| Task to complete |
Search the records below for "this"; copy each line that has it.

| Data |
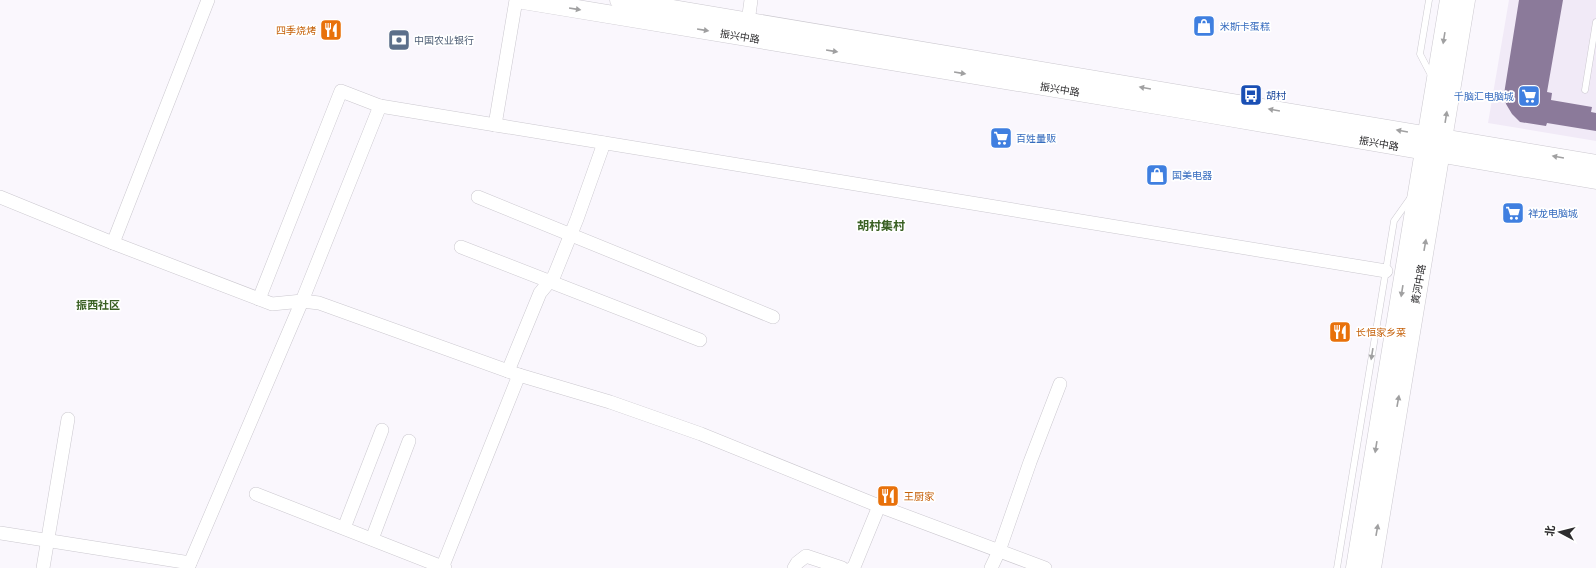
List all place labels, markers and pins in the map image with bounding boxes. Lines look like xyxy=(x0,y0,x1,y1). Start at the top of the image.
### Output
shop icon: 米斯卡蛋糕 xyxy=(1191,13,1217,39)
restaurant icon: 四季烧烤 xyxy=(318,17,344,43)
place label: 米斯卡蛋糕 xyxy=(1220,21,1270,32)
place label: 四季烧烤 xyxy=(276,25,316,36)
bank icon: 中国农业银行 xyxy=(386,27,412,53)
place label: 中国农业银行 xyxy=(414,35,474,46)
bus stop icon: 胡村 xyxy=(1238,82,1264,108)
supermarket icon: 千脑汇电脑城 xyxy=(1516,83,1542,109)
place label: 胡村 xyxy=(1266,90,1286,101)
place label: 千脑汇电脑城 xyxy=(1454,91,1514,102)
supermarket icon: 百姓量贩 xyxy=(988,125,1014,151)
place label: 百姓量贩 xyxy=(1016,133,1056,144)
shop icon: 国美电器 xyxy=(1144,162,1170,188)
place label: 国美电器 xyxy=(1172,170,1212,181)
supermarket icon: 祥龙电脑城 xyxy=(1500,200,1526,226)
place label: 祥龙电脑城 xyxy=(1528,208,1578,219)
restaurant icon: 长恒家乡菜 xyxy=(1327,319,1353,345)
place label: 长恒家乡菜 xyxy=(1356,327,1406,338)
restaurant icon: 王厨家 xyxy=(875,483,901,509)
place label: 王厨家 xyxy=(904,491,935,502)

...

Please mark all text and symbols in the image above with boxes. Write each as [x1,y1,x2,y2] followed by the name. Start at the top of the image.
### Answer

==

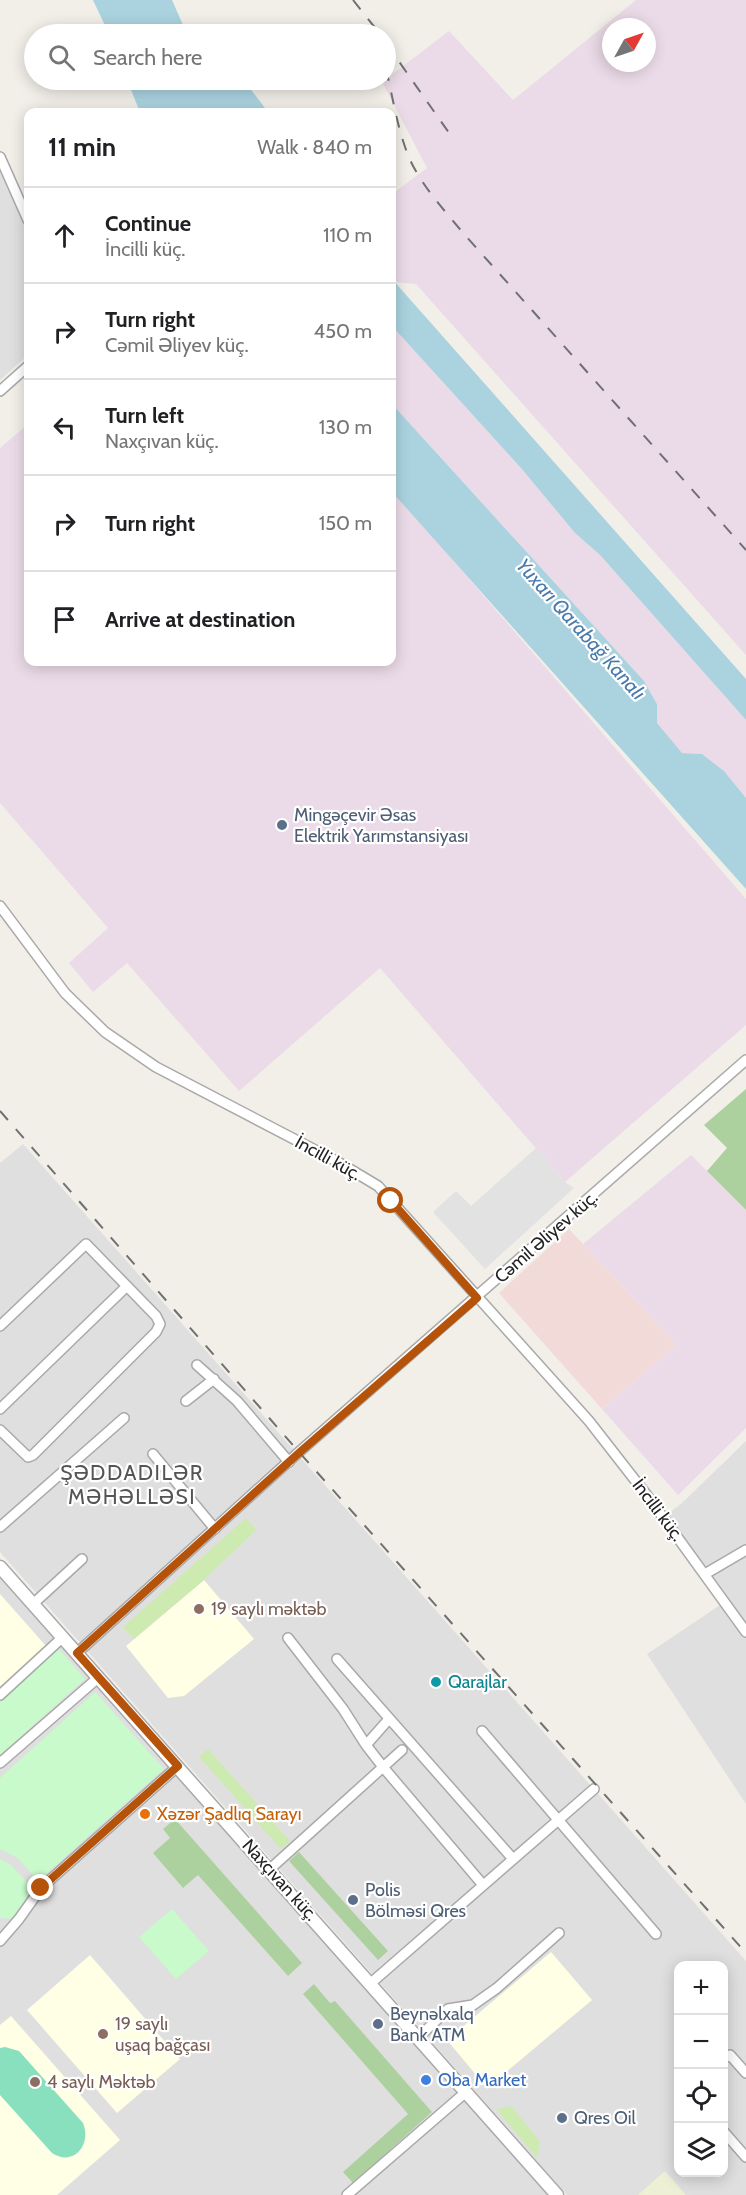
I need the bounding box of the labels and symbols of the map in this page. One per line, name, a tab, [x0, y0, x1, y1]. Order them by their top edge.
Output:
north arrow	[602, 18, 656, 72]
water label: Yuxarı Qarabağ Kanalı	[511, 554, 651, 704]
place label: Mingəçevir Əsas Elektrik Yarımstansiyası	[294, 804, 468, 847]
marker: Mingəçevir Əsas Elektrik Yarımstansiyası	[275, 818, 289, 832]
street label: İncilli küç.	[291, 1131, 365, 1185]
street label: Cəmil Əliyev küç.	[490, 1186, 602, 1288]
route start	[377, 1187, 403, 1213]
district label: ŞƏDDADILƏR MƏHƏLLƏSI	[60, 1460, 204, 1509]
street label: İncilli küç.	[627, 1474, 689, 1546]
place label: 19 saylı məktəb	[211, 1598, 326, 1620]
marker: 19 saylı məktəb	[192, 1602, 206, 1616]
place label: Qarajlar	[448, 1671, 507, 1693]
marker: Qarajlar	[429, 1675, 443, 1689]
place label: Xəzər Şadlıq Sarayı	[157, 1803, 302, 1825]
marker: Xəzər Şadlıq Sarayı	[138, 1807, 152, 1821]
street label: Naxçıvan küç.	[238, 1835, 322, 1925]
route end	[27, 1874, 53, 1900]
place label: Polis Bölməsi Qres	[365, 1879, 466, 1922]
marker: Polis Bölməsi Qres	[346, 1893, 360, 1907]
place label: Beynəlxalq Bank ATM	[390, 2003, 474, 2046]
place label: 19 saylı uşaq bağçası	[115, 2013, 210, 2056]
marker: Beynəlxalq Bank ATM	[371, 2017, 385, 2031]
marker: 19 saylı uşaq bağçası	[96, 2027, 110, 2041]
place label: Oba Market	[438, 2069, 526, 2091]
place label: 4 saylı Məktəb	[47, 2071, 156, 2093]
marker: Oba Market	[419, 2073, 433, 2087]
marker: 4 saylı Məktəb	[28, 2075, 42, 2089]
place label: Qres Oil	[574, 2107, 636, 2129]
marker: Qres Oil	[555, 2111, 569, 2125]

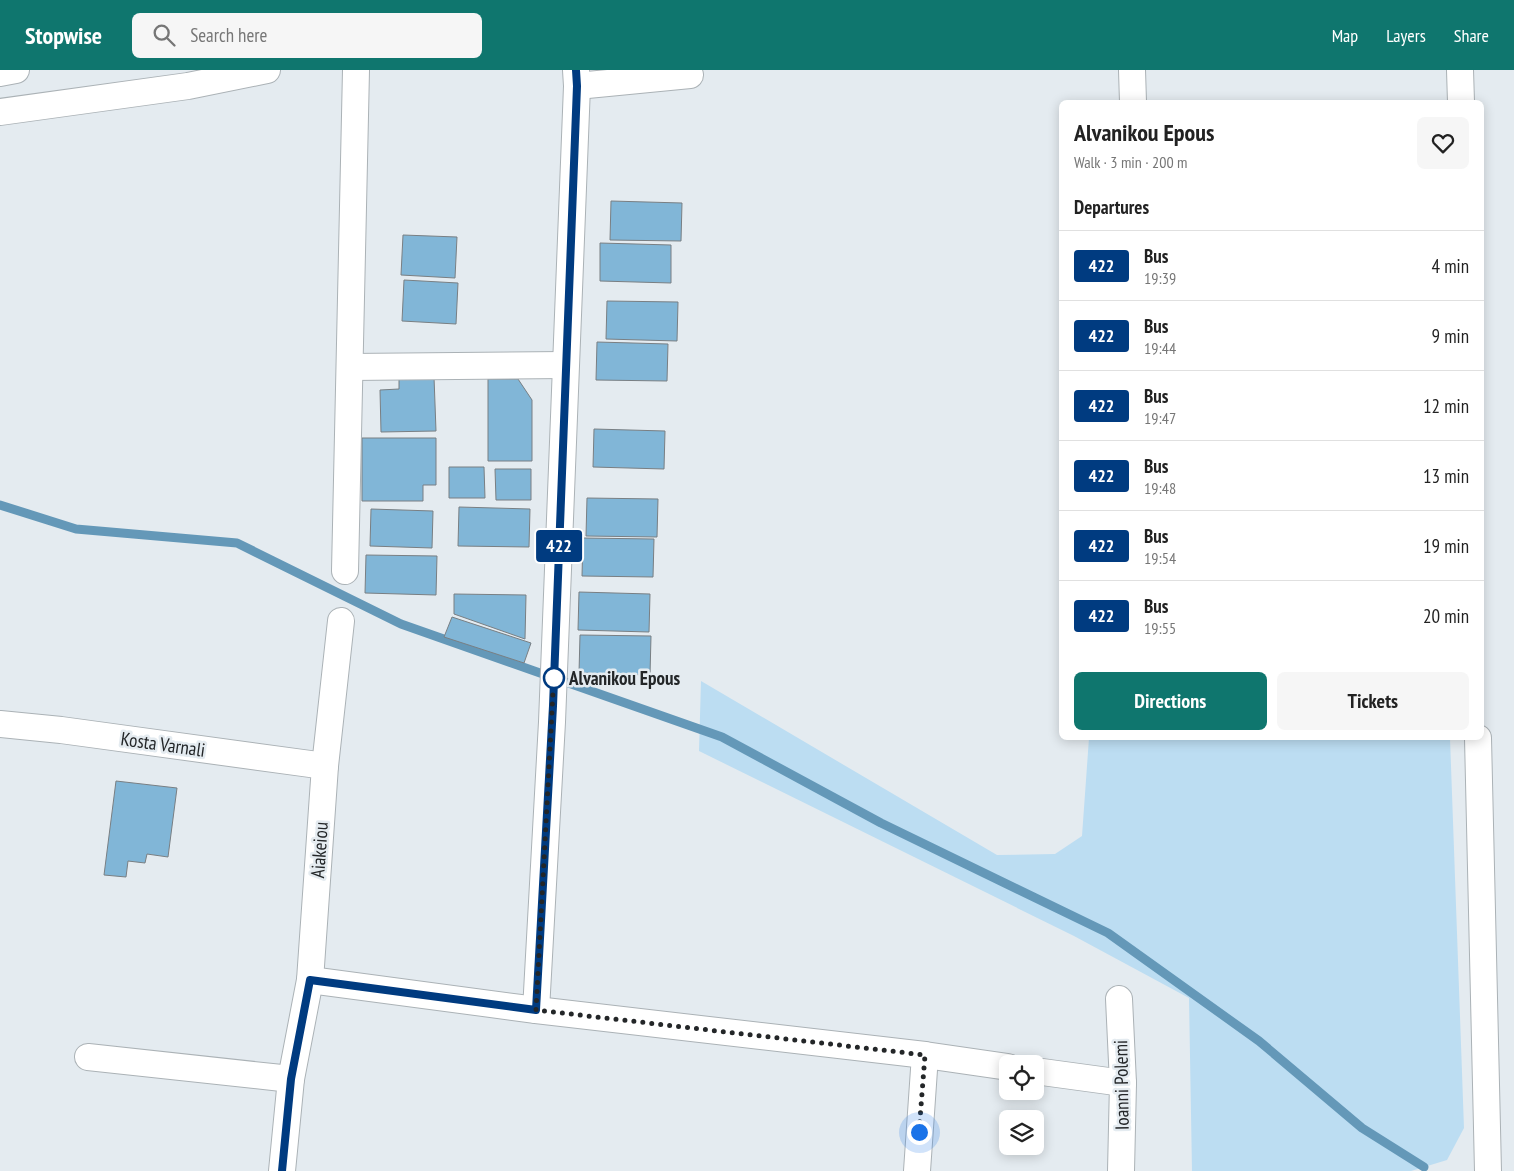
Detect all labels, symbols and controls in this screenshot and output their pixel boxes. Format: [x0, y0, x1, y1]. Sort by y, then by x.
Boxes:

| Answer |
I need the bounding box of the labels and symbols of the map in this page. One per line, name, a tab, [x0, y0, x1, y1]. Order them by their top edge.
Detect all labels, symbols and controls in this screenshot and output their pixel boxes. Format: [x0, y0, x1, y1]. Sort by y, then by x.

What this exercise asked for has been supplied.